The war might as well have ended with the battles of Plattsburgh, Washington, and Baltimore, for later military developments had no effect on the outcome. Earlier in 1814 both sides had agreed to discuss peace terms. Commissioners were appointed and negotiations begun during the summer at Ghent, in Belgium. The American delegation consisted of former Secretary of the Treasury Albert Gallatin; Speaker Henry Clay of the House of Representatives; James A. Bayard, a former senator; and two veteran diplomats, Jonathan Russell, minister to Sweden, and John Quincy Adams, minister to Russia. Adams was chairman. The British commissioners were lesser men by far, partly because they could refer important questions to the Foreign Office in nearby London for decision and partly because Britain’s topflight diplomats were engaged in settling the future of Europe at the Congress of Vienna.
The talks at Ghent were drawn out and frustrating. The British were in no hurry to sign a treaty, believing that their three-pronged offensive in 1814 would swing the balance in their favor. They demanded at first that the United States abandon practically all the Northwest Territory to the Indians and cede other points along the northern border to Canada. On the issues of impressment and neutral rights, they would make no concessions at all. The Americans would yield no territory, for public opinion at home would have been outraged if they had. Old John Adams, for example, told President Madison at this time, “I would continue this war forever rather than surrender an acre. . . .”
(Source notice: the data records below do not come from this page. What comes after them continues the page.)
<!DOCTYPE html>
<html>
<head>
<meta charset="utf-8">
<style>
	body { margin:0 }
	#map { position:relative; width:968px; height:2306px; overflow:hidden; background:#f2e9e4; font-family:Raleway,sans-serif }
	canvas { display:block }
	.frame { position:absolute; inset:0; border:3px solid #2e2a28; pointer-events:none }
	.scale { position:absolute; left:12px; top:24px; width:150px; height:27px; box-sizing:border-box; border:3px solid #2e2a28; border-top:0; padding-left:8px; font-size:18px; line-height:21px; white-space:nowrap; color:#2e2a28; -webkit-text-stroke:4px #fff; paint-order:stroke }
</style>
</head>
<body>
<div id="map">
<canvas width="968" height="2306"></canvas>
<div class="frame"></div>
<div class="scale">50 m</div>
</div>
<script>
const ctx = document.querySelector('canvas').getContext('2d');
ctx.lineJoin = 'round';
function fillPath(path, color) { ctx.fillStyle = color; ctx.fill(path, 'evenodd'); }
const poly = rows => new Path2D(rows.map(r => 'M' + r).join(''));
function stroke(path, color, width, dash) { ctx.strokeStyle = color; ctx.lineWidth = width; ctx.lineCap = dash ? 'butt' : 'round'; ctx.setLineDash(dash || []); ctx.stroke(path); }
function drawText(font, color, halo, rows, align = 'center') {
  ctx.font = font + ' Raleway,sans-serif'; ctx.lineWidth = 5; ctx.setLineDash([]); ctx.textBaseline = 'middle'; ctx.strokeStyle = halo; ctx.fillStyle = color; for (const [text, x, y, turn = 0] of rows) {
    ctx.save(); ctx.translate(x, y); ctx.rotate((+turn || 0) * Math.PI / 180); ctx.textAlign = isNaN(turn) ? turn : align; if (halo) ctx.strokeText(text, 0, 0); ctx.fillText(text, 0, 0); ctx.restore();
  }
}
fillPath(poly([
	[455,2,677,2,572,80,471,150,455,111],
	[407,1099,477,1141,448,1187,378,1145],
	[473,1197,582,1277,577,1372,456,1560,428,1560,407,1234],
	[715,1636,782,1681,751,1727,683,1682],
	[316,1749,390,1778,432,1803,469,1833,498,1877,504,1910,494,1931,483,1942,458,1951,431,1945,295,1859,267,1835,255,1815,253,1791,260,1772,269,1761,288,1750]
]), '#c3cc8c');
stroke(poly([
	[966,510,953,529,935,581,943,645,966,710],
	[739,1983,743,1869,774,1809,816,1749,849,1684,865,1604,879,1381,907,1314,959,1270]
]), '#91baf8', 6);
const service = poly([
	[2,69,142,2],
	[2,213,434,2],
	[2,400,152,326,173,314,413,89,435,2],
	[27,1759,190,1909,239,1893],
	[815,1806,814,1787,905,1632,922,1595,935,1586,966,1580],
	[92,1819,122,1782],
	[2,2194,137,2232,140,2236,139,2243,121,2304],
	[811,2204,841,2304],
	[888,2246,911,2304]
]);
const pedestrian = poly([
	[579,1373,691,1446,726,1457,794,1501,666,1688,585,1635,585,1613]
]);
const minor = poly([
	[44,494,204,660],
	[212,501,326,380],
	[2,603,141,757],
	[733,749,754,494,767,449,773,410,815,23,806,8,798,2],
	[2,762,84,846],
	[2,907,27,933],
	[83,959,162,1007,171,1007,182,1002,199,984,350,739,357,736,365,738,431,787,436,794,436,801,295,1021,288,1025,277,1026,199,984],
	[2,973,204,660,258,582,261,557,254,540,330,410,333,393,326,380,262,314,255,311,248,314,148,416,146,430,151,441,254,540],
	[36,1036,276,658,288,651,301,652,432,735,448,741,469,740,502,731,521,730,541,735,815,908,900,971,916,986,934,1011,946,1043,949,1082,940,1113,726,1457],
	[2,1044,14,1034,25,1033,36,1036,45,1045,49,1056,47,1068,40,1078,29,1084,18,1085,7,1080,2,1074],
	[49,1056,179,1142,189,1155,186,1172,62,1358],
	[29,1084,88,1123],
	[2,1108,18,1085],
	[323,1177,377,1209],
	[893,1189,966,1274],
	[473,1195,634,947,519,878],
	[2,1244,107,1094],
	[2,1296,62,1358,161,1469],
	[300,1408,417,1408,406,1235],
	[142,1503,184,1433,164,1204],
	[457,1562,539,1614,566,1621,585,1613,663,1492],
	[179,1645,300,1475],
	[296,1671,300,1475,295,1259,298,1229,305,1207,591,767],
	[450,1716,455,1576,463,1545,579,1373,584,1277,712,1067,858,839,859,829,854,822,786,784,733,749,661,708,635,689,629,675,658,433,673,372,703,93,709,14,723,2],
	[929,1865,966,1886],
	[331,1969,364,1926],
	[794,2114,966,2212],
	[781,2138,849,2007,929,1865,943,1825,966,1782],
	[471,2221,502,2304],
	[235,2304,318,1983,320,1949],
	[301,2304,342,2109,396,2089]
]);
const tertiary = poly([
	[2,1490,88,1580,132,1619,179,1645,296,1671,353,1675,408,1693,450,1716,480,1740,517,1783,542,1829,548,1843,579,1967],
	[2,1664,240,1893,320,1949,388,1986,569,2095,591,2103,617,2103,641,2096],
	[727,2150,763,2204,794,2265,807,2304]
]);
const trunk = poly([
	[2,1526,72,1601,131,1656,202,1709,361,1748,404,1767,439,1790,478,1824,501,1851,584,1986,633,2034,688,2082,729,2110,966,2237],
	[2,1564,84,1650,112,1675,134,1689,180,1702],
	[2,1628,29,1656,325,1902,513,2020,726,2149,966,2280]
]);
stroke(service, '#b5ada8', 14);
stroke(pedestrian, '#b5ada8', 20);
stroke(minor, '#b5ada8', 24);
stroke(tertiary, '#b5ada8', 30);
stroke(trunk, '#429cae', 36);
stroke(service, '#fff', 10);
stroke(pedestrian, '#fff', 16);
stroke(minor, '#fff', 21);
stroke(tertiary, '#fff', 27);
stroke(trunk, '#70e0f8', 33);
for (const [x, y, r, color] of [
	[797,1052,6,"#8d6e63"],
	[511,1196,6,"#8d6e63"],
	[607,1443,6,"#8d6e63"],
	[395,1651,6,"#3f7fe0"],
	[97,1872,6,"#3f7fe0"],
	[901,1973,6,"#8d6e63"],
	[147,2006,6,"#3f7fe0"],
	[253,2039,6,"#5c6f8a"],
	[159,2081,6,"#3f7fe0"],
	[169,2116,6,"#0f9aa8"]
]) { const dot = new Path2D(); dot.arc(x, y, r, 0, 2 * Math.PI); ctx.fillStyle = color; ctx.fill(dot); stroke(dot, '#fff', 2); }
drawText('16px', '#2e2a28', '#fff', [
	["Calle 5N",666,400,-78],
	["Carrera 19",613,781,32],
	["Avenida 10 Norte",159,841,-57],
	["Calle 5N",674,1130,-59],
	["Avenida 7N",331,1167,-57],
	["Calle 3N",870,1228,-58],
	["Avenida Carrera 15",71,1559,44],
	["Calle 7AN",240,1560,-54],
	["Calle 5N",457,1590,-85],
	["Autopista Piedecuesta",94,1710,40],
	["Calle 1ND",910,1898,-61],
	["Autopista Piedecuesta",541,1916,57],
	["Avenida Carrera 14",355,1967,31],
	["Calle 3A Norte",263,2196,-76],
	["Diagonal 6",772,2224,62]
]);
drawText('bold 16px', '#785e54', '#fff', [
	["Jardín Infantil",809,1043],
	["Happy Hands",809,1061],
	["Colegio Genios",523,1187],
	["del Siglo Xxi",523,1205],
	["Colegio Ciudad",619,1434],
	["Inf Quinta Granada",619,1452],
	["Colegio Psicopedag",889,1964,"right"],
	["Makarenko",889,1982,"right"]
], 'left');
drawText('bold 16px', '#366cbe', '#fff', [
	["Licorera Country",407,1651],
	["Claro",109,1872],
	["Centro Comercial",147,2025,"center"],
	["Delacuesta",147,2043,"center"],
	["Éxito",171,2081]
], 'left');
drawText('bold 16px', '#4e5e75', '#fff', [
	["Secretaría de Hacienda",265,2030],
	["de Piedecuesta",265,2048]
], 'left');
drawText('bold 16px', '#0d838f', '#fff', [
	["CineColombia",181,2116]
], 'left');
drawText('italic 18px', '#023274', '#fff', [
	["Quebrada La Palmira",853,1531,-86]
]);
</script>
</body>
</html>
Fortunately, the British came to realize that by pressing this point they would only spur the Americans to fight on. News of the defeat at Plattsburgh modified their ambitions, and when the Duke of Wellington advised that from a military point of view they had no case for territorial concessions so long as the United States controlled the Great Lakes, they agreed to settle for status quo ante bellum, to leave things as they were before the war. The other issues, everyone suddenly realized, had simply evaporated. The mighty war triggered by the French Revolution seemed finally over. The seas were free to all ships, and the Royal Navy no longer had need to snatch sailors from the vessels of the United States or of any other power. On Christmas Eve 1814 the treaty, which merely ended the state of hostilities, was signed. Although, like other members of his family, he was not noted for tact, John Quincy Adams rose to the spirit of the occasion. “I hope,” he said, “it will be the last treaty of peace between Great Britain and the United States.” And so it was.